Serious mental health disorders (MHDs—eg, schizophrenia, bipolar disorder, major depression) are associated with substantial functional impairment, healthcare costs and premature mortality.5 Moreover, co-occurring conditions (COCs), notably general medical conditions (GMCs) and substance use disorders (SUDs) in persons with MHDs, are the rule rather than the exception. Rates of GMCs6 7 and SUDs in persons with MHDs exceed those found in non-psychiatric patient populations.8

A number of quality measures have recently been developed for MHDs and co-occurring SUDs9 10 and GMCs.11 12 Still, these existing measures primarily focus on treatment for one condition rather than the management of COCs. Persons with chronic MHDs and COCs are uniquely vulnerable to poor quality of care because many consider the mental health speciality setting their “home” site for care13 and many mental health treatment settings lack the resources to manage COCs.

In response, there is a call to better integrate services for COCs for persons with MHDs. This is partly due to the increased recognition of the medical consequences of psychiatric drugs (eg, the risk of diabetes associated with the use of new antipsychotic drugs)14 as well as efforts by national agencies such as the Substance Abuse and Mental Health Services Administration's “No Wrong Door Policy,”15 which is designed to reduce organisational barriers for dually diagnosed MHD/SUD individuals regardless of their point of entry.15 In addition, costs of COCs can transcend system boundaries, with up to 70% of costs associated with MHDs have been attributed to general medical services.16 Lack of integrated SUD care for persons with MHDs may be associated with increased inpatient and emergency services use and increased morbidity and mortality.17

Despite these concerns, there has been little effort to establish a set of measures focused on quality of care for patients with COCs that can be used to evaluate and improve care.

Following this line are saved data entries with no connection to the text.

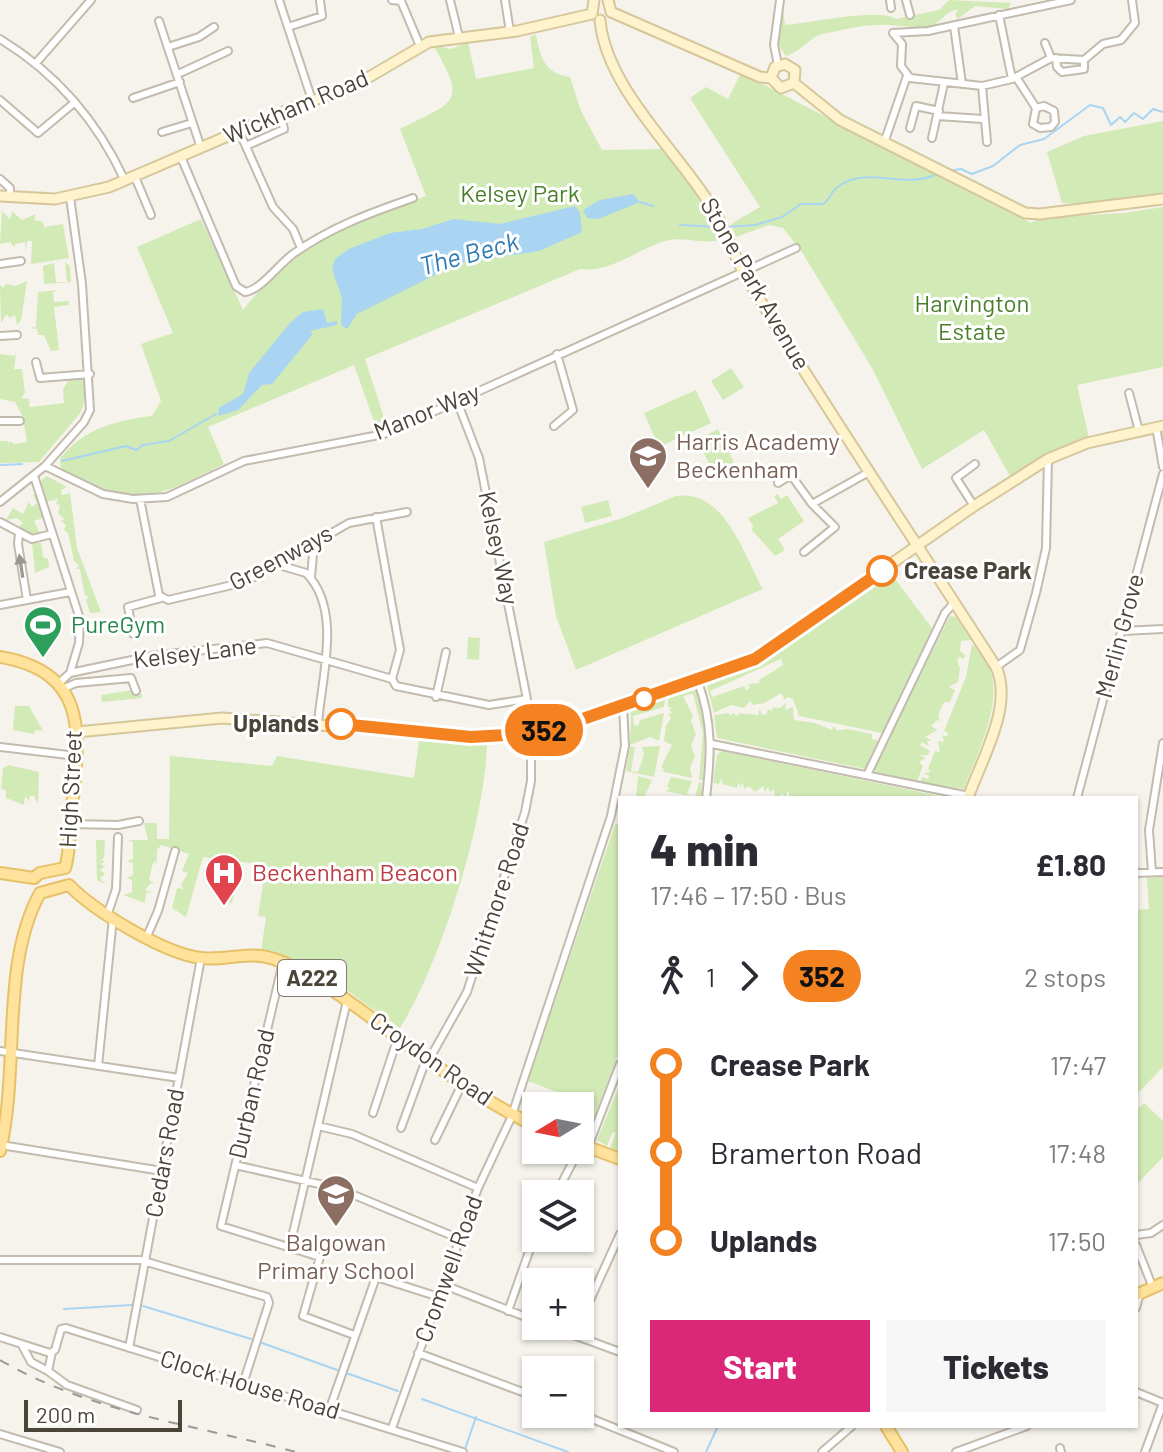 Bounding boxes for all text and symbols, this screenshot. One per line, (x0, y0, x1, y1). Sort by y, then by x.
street label: Wickham Road (219, 62, 372, 149)
park label: Kelsey Park (460, 178, 580, 207)
street label: Stone Park Avenue (695, 192, 817, 375)
water label: The Beck (416, 224, 522, 281)
park label: Harvington Estate (914, 288, 1030, 345)
street label: Manor Way (369, 376, 484, 445)
place label: Harris Academy Beckenham (676, 426, 840, 483)
school or university icon: Harris Academy Beckenham (627, 435, 669, 490)
street label: Kelsey Way (473, 488, 526, 607)
street label: Greenways (224, 517, 337, 596)
one-way arrow (15, 554, 27, 579)
place label: Crease Park (904, 555, 1032, 584)
marker: Crease Park (867, 556, 897, 586)
street label: Merlin Grove (1088, 570, 1149, 701)
sports icon: PureGym (22, 604, 64, 659)
place label: PureGym (71, 609, 165, 638)
street label: Kelsey Lane (132, 630, 258, 673)
unlabelled marker (633, 688, 655, 710)
line badge: 352 (498, 704, 590, 756)
place label: Uplands (233, 708, 319, 737)
marker: Uplands (326, 709, 356, 739)
text: 352 (521, 713, 567, 747)
street label: High Street (52, 729, 87, 849)
street label: Whitmore Road (457, 819, 534, 981)
text: 4 min (650, 822, 759, 875)
text: £1.80 (1036, 846, 1106, 882)
hospital icon: Beckenham Beacon (203, 852, 245, 907)
place label: Beckenham Beacon (252, 857, 458, 886)
text: 17:46 – 17:50 · Bus (650, 879, 847, 910)
icon: walk (650, 954, 694, 998)
icon: forward (727, 954, 771, 998)
text: 352 (799, 959, 845, 993)
road number: A222 (278, 960, 346, 996)
text: 1 (706, 961, 715, 992)
text: 2 stops (1024, 961, 1106, 992)
street label: Croydon Road (365, 1005, 499, 1111)
street label: Durban Road (222, 1026, 280, 1161)
text: Crease Park (710, 1046, 870, 1082)
text: 17:47 (1050, 1049, 1106, 1080)
street label: Cedars Road (138, 1086, 189, 1220)
north arrow (522, 1092, 594, 1164)
map controls (522, 1092, 594, 1428)
text: Bramerton Road (710, 1134, 922, 1170)
text: 17:48 (1048, 1137, 1106, 1168)
school or university icon: Balgowan Primary School (315, 1173, 357, 1228)
button: layers (522, 1180, 594, 1252)
street label: Cromwell Road (408, 1191, 488, 1346)
text: Uplands (710, 1222, 817, 1258)
text: 17:50 (1048, 1225, 1106, 1256)
place label: Balgowan Primary School (257, 1227, 415, 1284)
button: + (522, 1268, 594, 1340)
button: Start (650, 1320, 870, 1412)
button: Tickets (886, 1320, 1106, 1412)
street label: Clock House Road (157, 1342, 344, 1425)
button: − (522, 1356, 594, 1428)
scale bar (24, 1396, 182, 1432)
text: 200 m (36, 1401, 95, 1427)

Moreover, there have been fewer attempts towards establishing the accountability for these performance measures across different providers (eg, mental health, substance use treatment). With little attention to these issues, patients can fall through the cracks, with diagnoses missed and treatments delayed.

In light of these realisations, the purpose of this article is to propose a framework for measuring quality of care for COCs. In doing so, we review the current state of gaps in quality of care for COCs and walk through illustrative examples of quality measures based on the Donabedian model. We also apply the framework to better define which providers are accountable for quality improvement for COCs, to ensure that quality measures have an impact on improving care for COCs.

Gaps in quality for COCs

Individuals treated for MHDs are disproportionately affected by COCs. GMCs including diabetes (8–15%) and cardiovascular disease (19–31%) occur more frequently in patients with MHDs than the non-psychiatric patient population,6 7 and 51% of individuals with a MHD had at least one co-occurring SUD.8

Quality of care for GMCs is suboptimal in persons with MHDs. Increased mortality rates from cardiovascular disease among persons with chronic MHDs were explained by differences in the quality of treatment they received.18 Of particular concern is the failure to detect medical conditions caused or exacerbated by medications prescribed by mental health professionals, notably new types of antipsychotic medications. Fewer than half of patients with MHDs treated with atypical antipsychotics received recommended monitoring for common side effects increasing risk for cardiovascular disease (eg, lipids, fasting glucose).12 Moreover, co-occurring SUDs in patients with MHDs are frequently undocumented19 and fewer than a third receive treatment.20 21

Quality measures for COCS

Quality measures can be effective tools for improving care for patients with COCs.1 Donabedian's framework,22 describing the structures, processes and outcomes, provides a useful typology for distinguishing among different approaches to measurement. Specifically, structure measures evaluate characteristics of the treatment setting's services. Process measures examine interactions between consumers and the structural elements of the healthcare system. Outcome measures examine the results of these interactions for patients, including functioning, morbidity, mortality and patient satisfaction.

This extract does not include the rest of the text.